It’s been 17 years since the September 11th terrorist attacks. There will be ceremonies and commemorations across the country to mark this somber day, and in New York, moments of silence will be observed at the time when hijacked airliners crashed into the twin towers of the World Trade Center and when those buildings collapsed.
Nearly 3,000 people died in the terrorist attacks of September 11th, 2001. And 17 years later, this tragedy is still unfolding as the act of hatred by terrorists is still taking lives.
This week, the New York City Fire Department added the names of 18 people to its World Trade Center memorial wall of first responders exposed to toxic chemicals during rescue and recovery efforts near ground zero who ultimately died from illnesses like cancer and lung disease.
Kate Schlosser’s father, firefighter Michael O’Hanlon is one of the latest victims.
“He fought bravely, never let it bother him. Never had a bad thing to say,” she said.
Health researchers say at least 2,000 people have died from 9-11 related illnesses and soon that death toll will pass the number of people who died on 9-11.
A slow-moving massacre with no end in sight.
Alice Greenwald, CEO, President 9/11 Memorial and Museum said, “The toll will be, I believe, far beyond our comprehension.”
In the days after the twin towers collapsed, volunteers worked tirelessly to help locate the dead without considering their own health.
Retired Supervisor Special Agent Lu Lieber said, “When we went down to the Trade Center site, we didn’t wear respirators, we didn’t wear masks, we didn’t wear any eye protective gear. It just never occurred to us.”
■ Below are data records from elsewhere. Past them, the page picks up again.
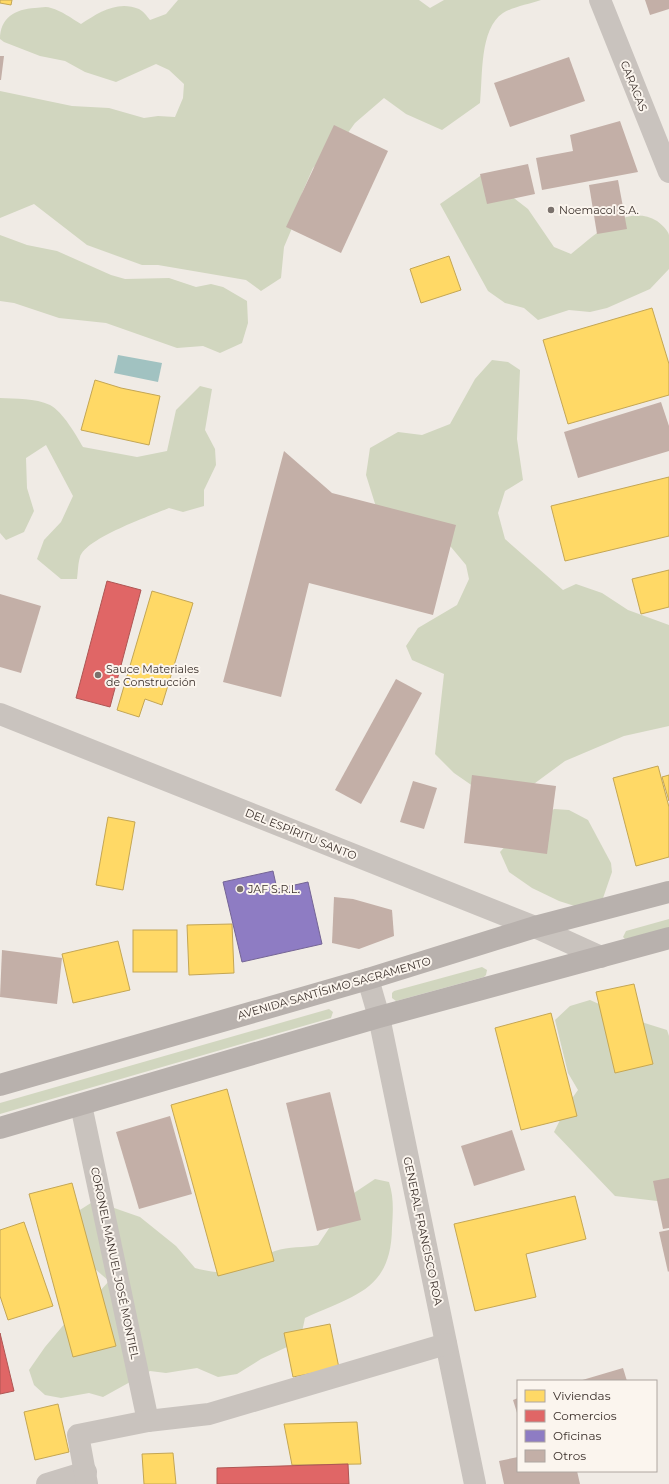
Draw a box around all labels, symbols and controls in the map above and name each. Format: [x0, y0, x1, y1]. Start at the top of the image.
street label: CARACAS [617, 59, 651, 114]
place label: Noemacol S.A. [559, 203, 639, 217]
marker: Noemacol S.A. [546, 205, 556, 215]
place label: Sauce Materiales de Construcción [106, 662, 200, 689]
marker: Sauce Materiales de Construcción [93, 670, 103, 680]
street label: DEL ESPÍRITU SANTO [243, 805, 359, 863]
place label: JAF S.R.L. [247, 882, 300, 896]
marker: JAF S.R.L. [235, 884, 245, 894]
street label: AVENIDA SANTÍSIMO SACRAMENTO [236, 954, 432, 1022]
street label: GENERAL FRANCISCO ROA [400, 1155, 446, 1307]
street label: CORONEL MANUEL JOSÉ MONTIEL [88, 1166, 142, 1361]
legend [517, 1380, 657, 1472]
text: Viviendas [553, 1388, 611, 1403]
text: Comercios [553, 1408, 617, 1423]
text: Oficinas [553, 1428, 602, 1443]
text: Otros [553, 1448, 586, 1463]

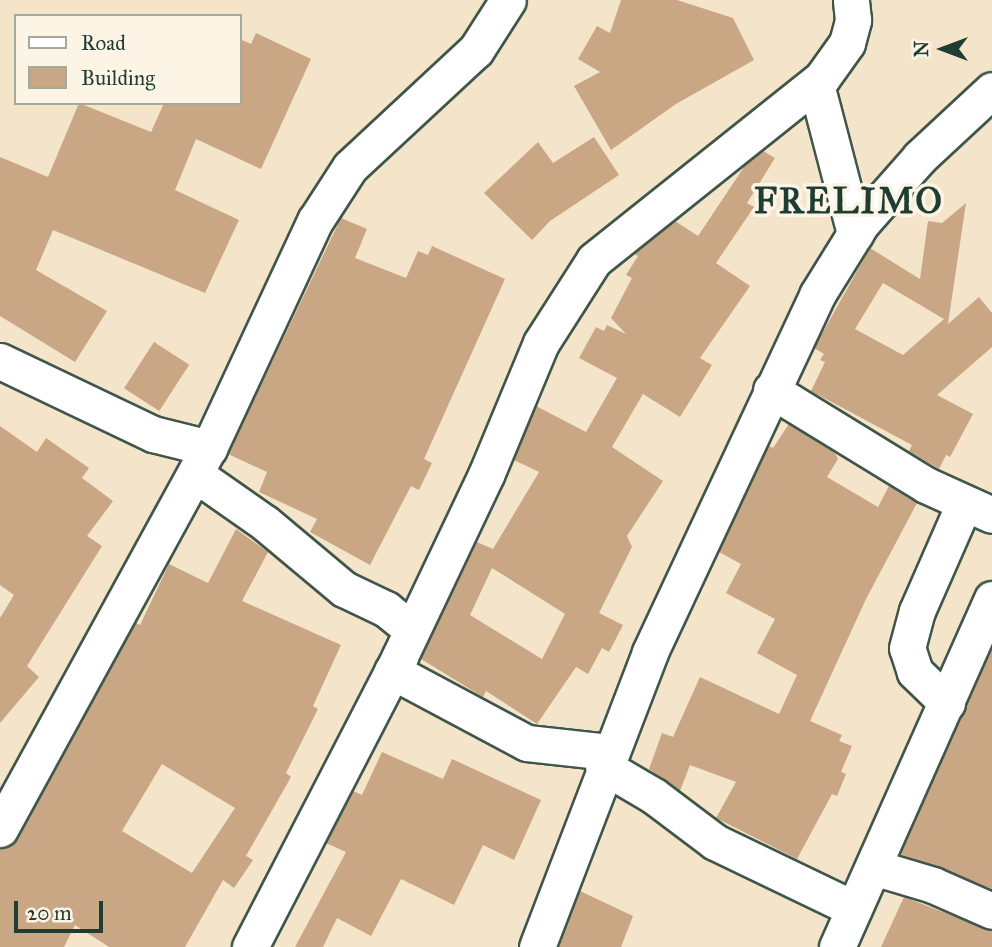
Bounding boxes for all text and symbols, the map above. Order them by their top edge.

Soon, the 9-11 memorial in Lower Manhattan will add a new tribute called the Memorial Glade.
“The 9-11 Memorial Glade will be dedicated to all who are suffering or who have died from exposure from toxins at the sight in the aftermath of 9/11,” Greenwald explained.
It’s an effort to make sure Americans never forget the victims of September 11th-whether they died 17 years ago or are still fighting for their lives.
On Tuesday, in New York, family members will read the names of those who died on September 11th.
Separate ceremonies will take place in Washington and in Shanksville, Pennsylvania.
The President and First Lady will attend that service in Pennsylvania.